PROBLEM DESCRIPTION: Nothing but the data, repeated exactly, belongs in the answer.

---- DATA FOR PROCESSING

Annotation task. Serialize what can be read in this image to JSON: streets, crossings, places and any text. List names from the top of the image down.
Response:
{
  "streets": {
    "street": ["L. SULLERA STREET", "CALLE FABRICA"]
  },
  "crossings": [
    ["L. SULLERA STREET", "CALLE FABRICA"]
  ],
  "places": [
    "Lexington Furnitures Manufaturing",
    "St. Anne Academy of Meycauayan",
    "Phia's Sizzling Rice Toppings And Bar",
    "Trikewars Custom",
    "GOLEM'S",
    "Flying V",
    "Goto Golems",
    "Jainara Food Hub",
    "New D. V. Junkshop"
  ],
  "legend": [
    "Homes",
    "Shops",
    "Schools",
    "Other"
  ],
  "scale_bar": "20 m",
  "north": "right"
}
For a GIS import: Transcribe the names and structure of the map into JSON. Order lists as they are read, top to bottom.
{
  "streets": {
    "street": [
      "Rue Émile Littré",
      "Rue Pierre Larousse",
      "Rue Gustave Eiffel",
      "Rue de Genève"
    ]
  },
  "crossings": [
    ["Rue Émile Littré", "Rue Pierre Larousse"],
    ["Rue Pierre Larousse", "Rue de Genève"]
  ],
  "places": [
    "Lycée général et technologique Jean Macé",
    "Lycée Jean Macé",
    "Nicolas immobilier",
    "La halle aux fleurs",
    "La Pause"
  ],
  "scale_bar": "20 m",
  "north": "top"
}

--------

REPLY:
Annotation task. Serialize what can be read in this image to JSON: streets, crossings, places and any text. List names from the top of the image down.
Response:
{
  "streets": {
    "street": ["L. SULLERA STREET", "CALLE FABRICA"]
  },
  "crossings": [
    ["L. SULLERA STREET", "CALLE FABRICA"]
  ],
  "places": [
    "Lexington Furnitures Manufaturing",
    "St. Anne Academy of Meycauayan",
    "Phia's Sizzling Rice Toppings And Bar",
    "Trikewars Custom",
    "GOLEM'S",
    "Flying V",
    "Goto Golems",
    "Jainara Food Hub",
    "New D. V. Junkshop"
  ],
  "legend": [
    "Homes",
    "Shops",
    "Schools",
    "Other"
  ],
  "scale_bar": "20 m",
  "north": "right"
}
For a GIS import: Transcribe the names and structure of the map into JSON. Order lists as they are read, top to bottom.
{
  "streets": {
    "street": [
      "Rue Émile Littré",
      "Rue Pierre Larousse",
      "Rue Gustave Eiffel",
      "Rue de Genève"
    ]
  },
  "crossings": [
    ["Rue Émile Littré", "Rue Pierre Larousse"],
    ["Rue Pierre Larousse", "Rue de Genève"]
  ],
  "places": [
    "Lycée général et technologique Jean Macé",
    "Lycée Jean Macé",
    "Nicolas immobilier",
    "La halle aux fleurs",
    "La Pause"
  ],
  "scale_bar": "20 m",
  "north": "top"
}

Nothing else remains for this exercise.